È una storia contorta e labirintica, che comincia prima del coup d'état bolscevico, negli anni della guerra russo-giapponese, delle prime timide riforme e dell'autocrazia prossima al tramonto (e prima ancora, negli anni di Pietro il Grande e di Ivan il Terribile). Al centro di tutto, come l'ago del compasso, c'è l'horror film leninista: le sue avvisaglie, la sua evoluzione, le sue dottrine elastiche e cangianti, il crollo finale. Strada scioglie i nodi della storia russa e sovietica con prosa pacata e vasta scienza. Spiega che a dare forma compiuta al secolo poi detto «breve», benché continui ancora e anzi non se ne veda la fine, c'è l'assalto al Palazzo d'Inverno da parte del partito comunista russo, che con la sua cultura della violenza, della rivoluzione e del disumanesimo (elevato a suprema virtù filosofica) fece da «fratello maggiore» e da modello antropologico a Mussolini, di cui Lenin ammirò le gesta, e al nazionalsocialismo tedesco, col quale Stalin strinse un breve (ma autentico e sincero) patto d'alleanza. E il partito dei «rivoluzionari di professione» nacque dalle fantasticherie settarie del Che fare? di Lenin (ne esiste una bellissima edizione Einaudi curata proprio da Strada nel 1971).

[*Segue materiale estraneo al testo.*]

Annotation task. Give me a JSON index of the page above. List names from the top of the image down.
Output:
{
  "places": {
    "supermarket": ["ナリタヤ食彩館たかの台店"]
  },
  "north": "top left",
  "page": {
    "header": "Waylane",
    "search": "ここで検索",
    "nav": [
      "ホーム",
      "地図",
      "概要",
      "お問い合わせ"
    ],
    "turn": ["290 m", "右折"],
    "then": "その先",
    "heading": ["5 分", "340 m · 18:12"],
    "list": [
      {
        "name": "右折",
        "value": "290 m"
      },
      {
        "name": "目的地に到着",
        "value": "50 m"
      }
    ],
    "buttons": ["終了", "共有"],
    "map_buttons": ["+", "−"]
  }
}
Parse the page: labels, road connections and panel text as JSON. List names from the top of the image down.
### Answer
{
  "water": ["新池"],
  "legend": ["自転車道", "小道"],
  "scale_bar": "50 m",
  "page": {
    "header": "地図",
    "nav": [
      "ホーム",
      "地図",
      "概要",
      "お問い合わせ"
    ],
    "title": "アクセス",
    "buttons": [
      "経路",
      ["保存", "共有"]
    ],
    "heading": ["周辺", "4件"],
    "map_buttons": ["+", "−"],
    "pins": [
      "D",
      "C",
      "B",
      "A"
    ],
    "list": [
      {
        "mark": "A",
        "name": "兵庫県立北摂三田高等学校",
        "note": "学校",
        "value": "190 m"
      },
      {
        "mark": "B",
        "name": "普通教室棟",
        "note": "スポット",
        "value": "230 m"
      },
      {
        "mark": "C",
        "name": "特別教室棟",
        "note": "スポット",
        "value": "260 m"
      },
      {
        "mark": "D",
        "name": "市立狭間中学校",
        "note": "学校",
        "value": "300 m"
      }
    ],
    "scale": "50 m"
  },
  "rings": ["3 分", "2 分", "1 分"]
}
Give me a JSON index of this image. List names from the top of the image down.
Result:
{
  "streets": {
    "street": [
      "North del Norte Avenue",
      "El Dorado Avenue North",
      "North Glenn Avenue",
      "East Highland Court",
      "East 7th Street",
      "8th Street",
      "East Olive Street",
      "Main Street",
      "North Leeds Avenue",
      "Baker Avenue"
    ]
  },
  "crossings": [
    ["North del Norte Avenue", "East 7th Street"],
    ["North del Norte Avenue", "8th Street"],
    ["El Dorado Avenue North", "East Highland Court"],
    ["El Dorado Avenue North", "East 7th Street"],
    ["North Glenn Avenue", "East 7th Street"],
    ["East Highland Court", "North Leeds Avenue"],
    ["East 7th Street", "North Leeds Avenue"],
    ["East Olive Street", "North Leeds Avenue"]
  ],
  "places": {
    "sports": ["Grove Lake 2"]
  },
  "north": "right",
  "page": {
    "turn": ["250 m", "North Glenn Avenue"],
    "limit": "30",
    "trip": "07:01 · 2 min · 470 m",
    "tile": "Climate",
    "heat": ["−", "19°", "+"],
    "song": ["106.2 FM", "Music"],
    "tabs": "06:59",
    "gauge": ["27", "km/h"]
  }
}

Cent'anni dopo tutte quelle chimere sono svaporate. Ma nell'impronta che Lenin ha lasciato sul terreno della storia altre chimere sono cresciute a minaccia globale. In primis la jihad: l'Islam radicale somiglia infatti un po' troppo all'idea che il disumanesimo marxleninista si faceva di se stesso e delle imperfezioni del mondo per non esserne in qualche modo (come i fascismi) il fratello minore.